In November, 1923, when little Alice was 4, her neighbor led the notorious Beer Hall Putsch, a failed coup d’état. Hitler was found guilty of treason and sentenced to five years in Landsberg Prison, where he dictated his life’s work, Mein Kampf to his fellow prisoner Rudolf Hess. Then, after serving only nine months, Alice’s neighbor was released and came home to her apartment block.

Eventually, things came to their inevitable ending. “We were Jewish and once the Nazis came to power my father was asked to retire,” Alice told the Bristol Post. In 1937, at age 17, she moved to London.

“My parents stayed in Munich and I got a job in London but then the situation in Germany got much worse,” she said. “The day after the Crystal Night (sic) a friend of my parents rang them up saying her husband had been taken to a concentration camp.”

According to the Bristol Post, Alice’s father was also going to be sent to a concentration camp, but was let go because he was old and all the concentration camps were full.

This last detail kind of makes one wonder if the entire interview in the Bristol Post was adequately fact-checked.

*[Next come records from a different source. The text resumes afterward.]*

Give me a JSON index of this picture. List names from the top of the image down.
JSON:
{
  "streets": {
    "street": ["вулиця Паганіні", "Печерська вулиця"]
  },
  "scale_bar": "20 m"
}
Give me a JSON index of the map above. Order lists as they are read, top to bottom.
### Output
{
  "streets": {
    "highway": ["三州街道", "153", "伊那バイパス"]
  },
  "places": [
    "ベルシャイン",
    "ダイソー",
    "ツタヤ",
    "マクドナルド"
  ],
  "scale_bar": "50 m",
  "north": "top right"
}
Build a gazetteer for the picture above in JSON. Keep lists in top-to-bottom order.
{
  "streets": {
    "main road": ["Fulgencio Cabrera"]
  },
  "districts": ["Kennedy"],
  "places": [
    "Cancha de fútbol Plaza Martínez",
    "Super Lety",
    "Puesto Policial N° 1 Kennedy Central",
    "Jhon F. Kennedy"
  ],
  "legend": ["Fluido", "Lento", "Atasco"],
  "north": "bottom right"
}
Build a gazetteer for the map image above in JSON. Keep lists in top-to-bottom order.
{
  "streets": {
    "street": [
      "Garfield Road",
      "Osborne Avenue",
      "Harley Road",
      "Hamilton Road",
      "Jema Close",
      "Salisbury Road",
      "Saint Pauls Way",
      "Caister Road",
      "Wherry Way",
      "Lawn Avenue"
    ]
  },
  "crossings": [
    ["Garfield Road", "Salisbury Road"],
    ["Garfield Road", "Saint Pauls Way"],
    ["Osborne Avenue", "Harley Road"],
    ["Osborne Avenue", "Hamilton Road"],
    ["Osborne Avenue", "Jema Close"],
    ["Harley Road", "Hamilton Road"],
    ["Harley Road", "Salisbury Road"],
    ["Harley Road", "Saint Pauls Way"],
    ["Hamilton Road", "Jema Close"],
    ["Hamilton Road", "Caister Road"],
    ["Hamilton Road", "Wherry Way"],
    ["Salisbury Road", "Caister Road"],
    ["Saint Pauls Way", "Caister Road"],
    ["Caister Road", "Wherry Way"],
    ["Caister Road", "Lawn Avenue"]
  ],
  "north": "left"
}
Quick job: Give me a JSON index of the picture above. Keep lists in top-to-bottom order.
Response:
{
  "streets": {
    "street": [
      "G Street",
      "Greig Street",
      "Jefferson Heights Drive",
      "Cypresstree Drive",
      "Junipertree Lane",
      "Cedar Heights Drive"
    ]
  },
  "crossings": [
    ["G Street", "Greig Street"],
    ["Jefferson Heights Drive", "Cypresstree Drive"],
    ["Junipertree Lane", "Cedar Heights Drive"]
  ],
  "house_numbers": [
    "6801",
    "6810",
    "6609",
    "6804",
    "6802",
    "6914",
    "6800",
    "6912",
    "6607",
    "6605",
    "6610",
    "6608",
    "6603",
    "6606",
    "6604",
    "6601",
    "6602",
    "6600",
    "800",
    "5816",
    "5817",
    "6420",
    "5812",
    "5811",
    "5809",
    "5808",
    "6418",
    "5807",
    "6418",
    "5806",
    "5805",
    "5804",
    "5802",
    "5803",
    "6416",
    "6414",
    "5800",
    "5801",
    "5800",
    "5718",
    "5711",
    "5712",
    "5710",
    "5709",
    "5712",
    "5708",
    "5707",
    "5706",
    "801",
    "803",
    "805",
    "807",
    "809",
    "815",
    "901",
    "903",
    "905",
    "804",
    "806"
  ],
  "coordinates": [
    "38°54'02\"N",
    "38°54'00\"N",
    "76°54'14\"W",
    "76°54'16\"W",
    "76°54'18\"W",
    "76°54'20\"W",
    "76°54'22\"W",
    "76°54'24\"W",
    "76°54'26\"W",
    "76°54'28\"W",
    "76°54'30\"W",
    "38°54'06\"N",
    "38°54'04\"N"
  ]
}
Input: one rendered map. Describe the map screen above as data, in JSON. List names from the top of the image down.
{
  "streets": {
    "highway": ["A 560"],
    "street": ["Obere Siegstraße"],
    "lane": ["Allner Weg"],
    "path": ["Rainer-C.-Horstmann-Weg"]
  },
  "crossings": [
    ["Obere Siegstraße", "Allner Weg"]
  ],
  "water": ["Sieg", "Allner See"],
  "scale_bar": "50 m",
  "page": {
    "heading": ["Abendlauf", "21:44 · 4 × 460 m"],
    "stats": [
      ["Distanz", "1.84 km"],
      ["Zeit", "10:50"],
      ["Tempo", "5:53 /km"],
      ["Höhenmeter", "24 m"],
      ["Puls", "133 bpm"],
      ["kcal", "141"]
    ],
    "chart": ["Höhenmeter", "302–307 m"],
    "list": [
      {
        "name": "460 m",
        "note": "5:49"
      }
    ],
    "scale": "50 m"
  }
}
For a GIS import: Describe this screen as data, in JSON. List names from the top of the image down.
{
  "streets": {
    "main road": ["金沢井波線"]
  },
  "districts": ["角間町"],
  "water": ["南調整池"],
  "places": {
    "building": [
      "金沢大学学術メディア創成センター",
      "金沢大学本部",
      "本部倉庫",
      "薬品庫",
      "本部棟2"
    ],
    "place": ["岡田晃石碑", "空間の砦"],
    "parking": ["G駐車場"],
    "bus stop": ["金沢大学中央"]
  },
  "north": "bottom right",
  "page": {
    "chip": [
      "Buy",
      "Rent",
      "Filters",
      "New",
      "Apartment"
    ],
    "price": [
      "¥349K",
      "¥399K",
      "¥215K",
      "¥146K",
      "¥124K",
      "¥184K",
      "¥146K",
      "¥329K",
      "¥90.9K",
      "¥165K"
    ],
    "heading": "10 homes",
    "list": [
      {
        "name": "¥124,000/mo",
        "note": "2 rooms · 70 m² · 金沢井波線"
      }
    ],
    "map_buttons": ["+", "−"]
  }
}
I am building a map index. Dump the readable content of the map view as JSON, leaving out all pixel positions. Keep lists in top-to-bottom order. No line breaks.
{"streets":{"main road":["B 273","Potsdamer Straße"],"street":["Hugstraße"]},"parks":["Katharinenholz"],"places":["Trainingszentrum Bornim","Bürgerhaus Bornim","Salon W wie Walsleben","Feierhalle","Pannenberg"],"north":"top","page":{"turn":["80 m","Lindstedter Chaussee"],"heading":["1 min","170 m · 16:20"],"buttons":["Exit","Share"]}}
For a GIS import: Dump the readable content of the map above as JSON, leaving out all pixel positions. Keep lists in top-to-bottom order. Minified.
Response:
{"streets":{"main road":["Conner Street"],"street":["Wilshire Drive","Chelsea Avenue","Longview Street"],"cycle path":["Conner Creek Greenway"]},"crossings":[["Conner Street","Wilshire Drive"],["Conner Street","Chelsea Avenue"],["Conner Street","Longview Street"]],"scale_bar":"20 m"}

But then the reporter revealed that “Mrs Frank Stock worked for the BBC,” and everything became clear.

Alice also recalled that when her parents tried to flee Nazi Germany into England, in 1939, “the UK government said at the time that you had to have £1,000” to be allowed to enter, “but we didn’t.” according to her story as told to the Bristol Post, “My father had a valuable violin which he bought as a young lawyer which they accepted instead.”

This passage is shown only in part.